Use proper harvesting techniques for your homegrown crop:

  • Choose the Right Time: As discussed above, wait until the strawberries are fully ripe before harvesting. Ripe strawberries should be uniformly red (or pink for certain varieties), firm, and have a sweet aroma.
  • Harvest in the Morning: It's best to harvest strawberries in the morning when temperatures are cooler. This helps preserve the fruit's freshness and flavor.
  • Use Scissors or Pruning Shears: To harvest strawberries, use a pair of sharp scissors or pruning shears. This helps prevent damage to the delicate fruit and minimizes the risk of spreading diseases.
  • Cut the Stem: Carefully snip the stem of each ripe strawberry with the scissors or shears, leaving a small portion of the stem attached to the fruit. Cutting the stem rather than pulling the berry helps prevent damage to the plant and ensures that the fruit stays fresh longer.
  • Handle with Care: Handle the harvested strawberries gently to avoid bruising or crushing them. Place the harvested berries in a shallow basket or container lined with paper towels to cushion them and absorb excess moisture.
  • Harvest Frequently: Check your strawberry plants regularly during the peak harvesting season, which typically lasts for several weeks. Harvest ripe berries every 2-3 days to prevent overripening and ensure that you enjoy the freshest fruit.
  • Leave Unripe Berries: If you come across strawberries that are still green or partially red, leave them on the plant to ripen further. They will continue to develop and mature, allowing you to harvest them in subsequent days.
  • Clean and Store: Once you've finished harvesting, gently rinse the strawberries under cool running water to remove any dirt or debris. Avoid soaking the berries, as excess moisture can promote spoilage. Pat them dry with a paper towel before storing them in the refrigerator

Winterizing Strawberry Plants

Ontario winters can be harsh, so make sure to prepare your strawberry plants for the cold months by mulching and covering them with either a cold frame or row cover.

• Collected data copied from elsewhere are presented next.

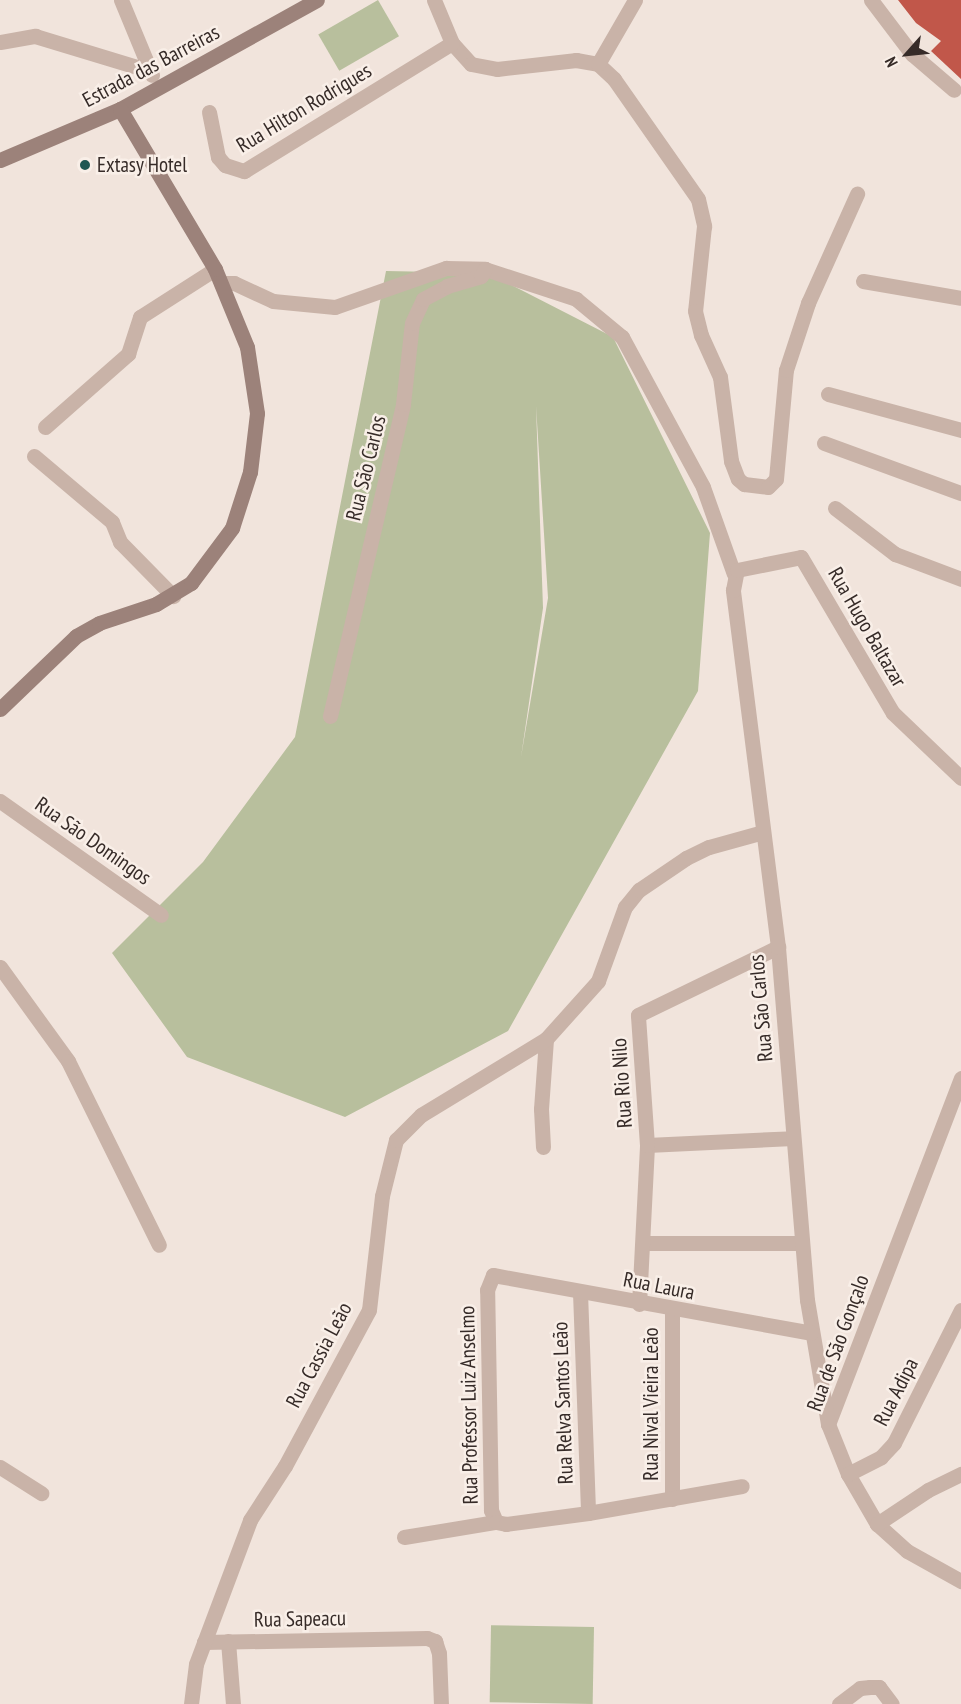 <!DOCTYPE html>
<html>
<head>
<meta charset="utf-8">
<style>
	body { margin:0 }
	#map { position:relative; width:961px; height:1704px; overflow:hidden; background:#f1e4dc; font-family:"PT Sans Narrow",sans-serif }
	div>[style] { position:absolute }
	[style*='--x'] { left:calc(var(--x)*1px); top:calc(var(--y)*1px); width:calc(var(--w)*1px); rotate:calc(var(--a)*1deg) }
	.green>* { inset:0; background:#b8bf9d; transform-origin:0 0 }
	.building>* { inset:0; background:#c1574a }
	.street>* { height:15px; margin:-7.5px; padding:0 7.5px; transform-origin:7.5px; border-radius:7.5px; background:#c9b3a8 }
	.secondary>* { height:15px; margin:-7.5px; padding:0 7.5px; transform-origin:7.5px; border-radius:7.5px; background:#9c827a }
	.dots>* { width:16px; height:16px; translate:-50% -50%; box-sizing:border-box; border:3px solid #f9efe8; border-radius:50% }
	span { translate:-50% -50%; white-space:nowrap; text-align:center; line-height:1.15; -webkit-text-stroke:5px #f9efe8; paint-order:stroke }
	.street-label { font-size:21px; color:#362b28 }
	.poi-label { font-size:21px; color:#362b28 }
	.left { translate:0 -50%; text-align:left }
	.north { position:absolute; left:877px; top:24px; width:60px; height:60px; -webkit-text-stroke:4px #f9efe8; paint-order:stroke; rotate:243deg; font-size:16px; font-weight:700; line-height:24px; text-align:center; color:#362b28 }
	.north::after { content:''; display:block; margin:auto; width:21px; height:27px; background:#362b28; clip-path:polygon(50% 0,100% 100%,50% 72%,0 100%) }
</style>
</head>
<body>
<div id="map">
	<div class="green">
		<div style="left:378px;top:0;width:42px;height:69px;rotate:60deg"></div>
		<div style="clip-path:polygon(evenodd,386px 271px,488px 273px,613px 337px,710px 533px,698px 691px,508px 1031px,345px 1117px,187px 1057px,112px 953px,203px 862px,295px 737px,386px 271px,536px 406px,548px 598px,521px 757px,543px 608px,536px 406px)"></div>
		<div style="left:594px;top:1627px;width:77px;height:103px;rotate:91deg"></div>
	</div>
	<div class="building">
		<div style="clip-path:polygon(898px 0,961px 0,961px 79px,931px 51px,941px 41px,916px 23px)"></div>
	</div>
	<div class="street">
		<div style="--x:121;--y:0;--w:81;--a:67.5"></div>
		<div style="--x:434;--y:0;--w:47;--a:67.3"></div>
		<div style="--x:452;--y:43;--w:28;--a:48"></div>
		<div style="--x:471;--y:64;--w:26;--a:11"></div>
		<div style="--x:497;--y:69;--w:80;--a:-6.5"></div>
		<div style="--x:576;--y:60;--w:22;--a:10"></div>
		<div style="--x:598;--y:64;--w:22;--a:43"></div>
		<div style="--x:614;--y:79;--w:146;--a:55"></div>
		<div style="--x:698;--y:199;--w:28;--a:77"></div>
		<div style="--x:704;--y:226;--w:85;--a:96"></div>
		<div style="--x:695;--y:311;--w:25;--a:76"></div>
		<div style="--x:701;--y:335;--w:46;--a:65.7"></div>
		<div style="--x:720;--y:377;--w:85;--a:82.5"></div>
		<div style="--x:731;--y:461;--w:19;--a:69"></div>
		<div style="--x:738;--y:479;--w:8;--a:40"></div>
		<div style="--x:744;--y:484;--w:24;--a:7"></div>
		<div style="--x:768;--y:487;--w:11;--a:-45"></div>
		<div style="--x:776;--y:479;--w:109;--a:-84.8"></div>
		<div style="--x:786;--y:370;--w:71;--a:-71.8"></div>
		<div style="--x:808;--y:303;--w:120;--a:-65.8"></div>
		<div style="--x:871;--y:0;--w:68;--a:52.8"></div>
		<div style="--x:912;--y:54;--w:55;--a:40.6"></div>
		<div style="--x:0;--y:42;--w:36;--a:-10"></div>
		<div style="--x:35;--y:36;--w:120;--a:16.9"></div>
		<div style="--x:598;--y:64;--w:74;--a:-60"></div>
		<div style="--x:209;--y:112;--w:46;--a:78.7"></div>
		<div style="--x:218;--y:157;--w:11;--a:49"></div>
		<div style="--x:225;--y:165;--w:20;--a:18"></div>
		<div style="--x:244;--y:171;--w:244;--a:-31.6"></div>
		<div style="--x:863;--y:281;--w:99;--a:9.8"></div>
		<div style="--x:221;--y:283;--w:13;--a:0"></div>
		<div style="--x:234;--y:283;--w:43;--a:24.8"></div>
		<div style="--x:273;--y:301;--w:62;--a:5.5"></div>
		<div style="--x:335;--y:307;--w:118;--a:-19.4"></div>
		<div style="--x:446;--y:268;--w:39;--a:1"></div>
		<div style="--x:485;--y:269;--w:96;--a:18.2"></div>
		<div style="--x:576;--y:299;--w:60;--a:39.6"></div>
		<div style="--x:622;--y:337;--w:170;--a:61.6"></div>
		<div style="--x:703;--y:487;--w:92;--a:70.4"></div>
		<div style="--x:828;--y:394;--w:138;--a:15.1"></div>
		<div style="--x:45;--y:427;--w:111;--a:-41.3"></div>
		<div style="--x:128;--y:354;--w:39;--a:-72"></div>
		<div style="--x:140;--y:317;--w:89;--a:-32.6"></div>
		<div style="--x:824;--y:443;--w:146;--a:20.1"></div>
		<div style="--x:34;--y:456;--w:102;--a:40.2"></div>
		<div style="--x:112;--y:522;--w:22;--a:68"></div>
		<div style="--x:120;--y:542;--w:76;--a:45.5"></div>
		<div style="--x:835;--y:508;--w:76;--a:37.5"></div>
		<div style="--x:895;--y:554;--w:71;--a:20.7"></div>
		<div style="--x:330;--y:716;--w:320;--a:-76.8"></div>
		<div style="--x:403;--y:404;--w:81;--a:-83.7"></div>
		<div style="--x:412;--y:323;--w:26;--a:-65"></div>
		<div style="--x:423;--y:299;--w:27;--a:-28"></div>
		<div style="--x:447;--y:286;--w:35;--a:-16"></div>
		<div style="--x:481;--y:276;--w:8;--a:-60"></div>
		<div style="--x:0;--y:801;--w:197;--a:35.3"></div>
		<div style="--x:0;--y:967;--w:116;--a:54.1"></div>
		<div style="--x:68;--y:1061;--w:205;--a:63.7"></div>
		<div style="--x:961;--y:1078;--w:371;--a:111"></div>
		<div style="--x:828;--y:1424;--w:54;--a:68.2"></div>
		<div style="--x:848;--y:1474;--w:58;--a:59.9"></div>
		<div style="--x:877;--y:1524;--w:40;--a:42"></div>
		<div style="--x:907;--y:1551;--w:62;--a:29.1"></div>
		<div style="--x:647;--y:1145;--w:146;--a:-2.7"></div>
		<div style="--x:543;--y:1147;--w:38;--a:-93"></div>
		<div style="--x:541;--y:1109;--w:70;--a:-85.9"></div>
		<div style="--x:546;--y:1039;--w:78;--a:-48.1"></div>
		<div style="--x:598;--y:981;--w:79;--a:-70"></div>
		<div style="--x:625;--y:907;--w:22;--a:-51"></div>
		<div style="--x:639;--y:890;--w:57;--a:-34.2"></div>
		<div style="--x:686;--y:858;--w:25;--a:-26"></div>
		<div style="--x:709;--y:847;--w:56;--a:-15.5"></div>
		<div style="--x:643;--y:1243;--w:158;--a:0"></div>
		<div style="--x:580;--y:1292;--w:221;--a:87.9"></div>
		<div style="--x:639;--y:1304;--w:159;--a:-87.1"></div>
		<div style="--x:647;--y:1145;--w:130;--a:-94"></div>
		<div style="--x:638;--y:1015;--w:156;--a:-25.9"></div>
		<div style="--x:828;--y:1424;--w:126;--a:-99.6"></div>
		<div style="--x:807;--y:1300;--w:354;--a:-94.7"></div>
		<div style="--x:778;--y:947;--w:360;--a:-97.2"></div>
		<div style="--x:733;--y:590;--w:20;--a:-79"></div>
		<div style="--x:737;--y:570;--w:65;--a:-11.5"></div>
		<div style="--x:801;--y:557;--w:181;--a:59.5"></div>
		<div style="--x:893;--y:713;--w:94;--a:43.7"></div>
		<div style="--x:0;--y:1467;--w:49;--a:32.4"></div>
		<div style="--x:848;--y:1474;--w:37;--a:-27"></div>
		<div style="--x:881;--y:1457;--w:19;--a:-47"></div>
		<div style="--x:894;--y:1443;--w:149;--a:-63.3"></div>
		<div style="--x:672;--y:1499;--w:189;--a:-90"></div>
		<div style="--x:496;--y:1522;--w:13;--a:-113"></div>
		<div style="--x:491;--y:1510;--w:220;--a:-91"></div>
		<div style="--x:487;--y:1290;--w:16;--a:-68"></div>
		<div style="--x:493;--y:1275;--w:323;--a:10.3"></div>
		<div style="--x:877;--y:1524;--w:61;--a:-33.7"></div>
		<div style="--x:928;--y:1490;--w:37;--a:-26"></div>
		<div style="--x:404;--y:1537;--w:93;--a:-9.3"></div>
		<div style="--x:496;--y:1522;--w:10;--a:11"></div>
		<div style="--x:506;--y:1524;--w:83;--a:-7.6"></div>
		<div style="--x:588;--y:1513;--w:156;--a:-9.9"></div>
		<div style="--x:228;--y:1641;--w:63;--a:85.5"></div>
		<div style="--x:204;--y:1642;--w:223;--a:-1"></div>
		<div style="--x:427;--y:1638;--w:9;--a:21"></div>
		<div style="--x:435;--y:1641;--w:13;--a:72"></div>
		<div style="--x:439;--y:1653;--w:51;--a:87.8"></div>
		<div style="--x:191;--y:1704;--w:40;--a:-82.9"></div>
		<div style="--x:196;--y:1664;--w:154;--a:-69.4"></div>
		<div style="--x:250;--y:1520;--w:64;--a:-57.1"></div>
		<div style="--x:285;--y:1466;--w:177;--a:-61.7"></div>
		<div style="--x:369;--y:1310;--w:115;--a:-83.5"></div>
		<div style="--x:382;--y:1196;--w:58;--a:-76"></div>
		<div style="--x:396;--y:1140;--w:35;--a:-45"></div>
		<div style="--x:421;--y:1115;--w:146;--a:-31.3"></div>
		<div style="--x:839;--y:1704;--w:26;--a:-37"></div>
		<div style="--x:860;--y:1688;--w:10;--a:-6"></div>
		<div style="--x:870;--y:1687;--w:9;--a:0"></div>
		<div style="--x:879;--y:1687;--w:21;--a:53"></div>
	</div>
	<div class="secondary">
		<div style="--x:0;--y:160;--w:130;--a:-23"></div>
		<div style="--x:120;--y:109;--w:225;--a:-29"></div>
		<div style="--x:0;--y:709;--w:105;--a:-43.8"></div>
		<div style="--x:76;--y:636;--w:26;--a:-29"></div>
		<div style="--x:99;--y:623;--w:60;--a:-18.4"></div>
		<div style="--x:156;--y:604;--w:41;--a:-31"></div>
		<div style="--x:191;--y:583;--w:69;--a:-53.3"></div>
		<div style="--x:232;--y:528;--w:59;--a:-72.2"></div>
		<div style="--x:250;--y:472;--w:59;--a:-83.2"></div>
		<div style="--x:257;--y:413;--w:67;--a:-98.6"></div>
		<div style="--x:247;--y:347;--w:84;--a:-112.3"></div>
		<div style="--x:215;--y:269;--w:186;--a:-120.7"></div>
	</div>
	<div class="dots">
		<div style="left:85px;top:165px;background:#1f5652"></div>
	</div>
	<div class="street-label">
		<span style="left:151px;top:66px;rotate:-28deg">Estrada das Barreiras</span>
		<span style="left:304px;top:108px;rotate:-31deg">Rua Hilton Rodrigues</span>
		<span style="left:366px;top:468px;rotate:-76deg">Rua São Carlos</span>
		<span style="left:867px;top:627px;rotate:60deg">Rua Hugo Baltazar</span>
		<span style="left:93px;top:841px;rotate:35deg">Rua São Domingos</span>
		<span style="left:761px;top:1008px;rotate:-95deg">Rua São Carlos</span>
		<span style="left:622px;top:1083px;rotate:-94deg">Rua Rio Nilo</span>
		<span style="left:659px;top:1286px;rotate:11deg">Rua Laura</span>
		<span style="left:838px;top:1343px;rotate:-70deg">Rua de São Gonçalo</span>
		<span style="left:319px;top:1355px;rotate:-62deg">Rua Cassia Leão</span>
		<span style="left:896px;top:1392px;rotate:-63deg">Rua Adipa</span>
		<span style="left:563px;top:1403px;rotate:-92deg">Rua Relva Santos Leão</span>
		<span style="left:651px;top:1404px;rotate:-90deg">Rua Nival Vieira Leão</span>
		<span style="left:469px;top:1405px;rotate:-91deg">Rua Professor Luiz Anselmo</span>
		<span style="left:300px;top:1619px;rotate:-1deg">Rua Sapeacu</span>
	</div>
	<div class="poi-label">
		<span class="left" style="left:97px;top:165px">Extasy Hotel</span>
	</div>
	<div class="north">N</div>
</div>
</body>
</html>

Start Growing Your Own Strawberries

Growing strawberries in Ontario, Canada is a rewarding experience. Not only will you enjoy the sweet taste of your homegrown berries, but you'll also connect with the beauty of nature and the joy of nurturing your own garden.

With proper care and attention, your “strawberry patch” will reward you with sweet, juicy fruit season after season.

So, roll up your sleeves, grab your gardening gloves, and let's get those strawberries growing! Share your newfound knowledge with friends and family, and together, let's savor the delicious taste of Ontario-grown strawberries.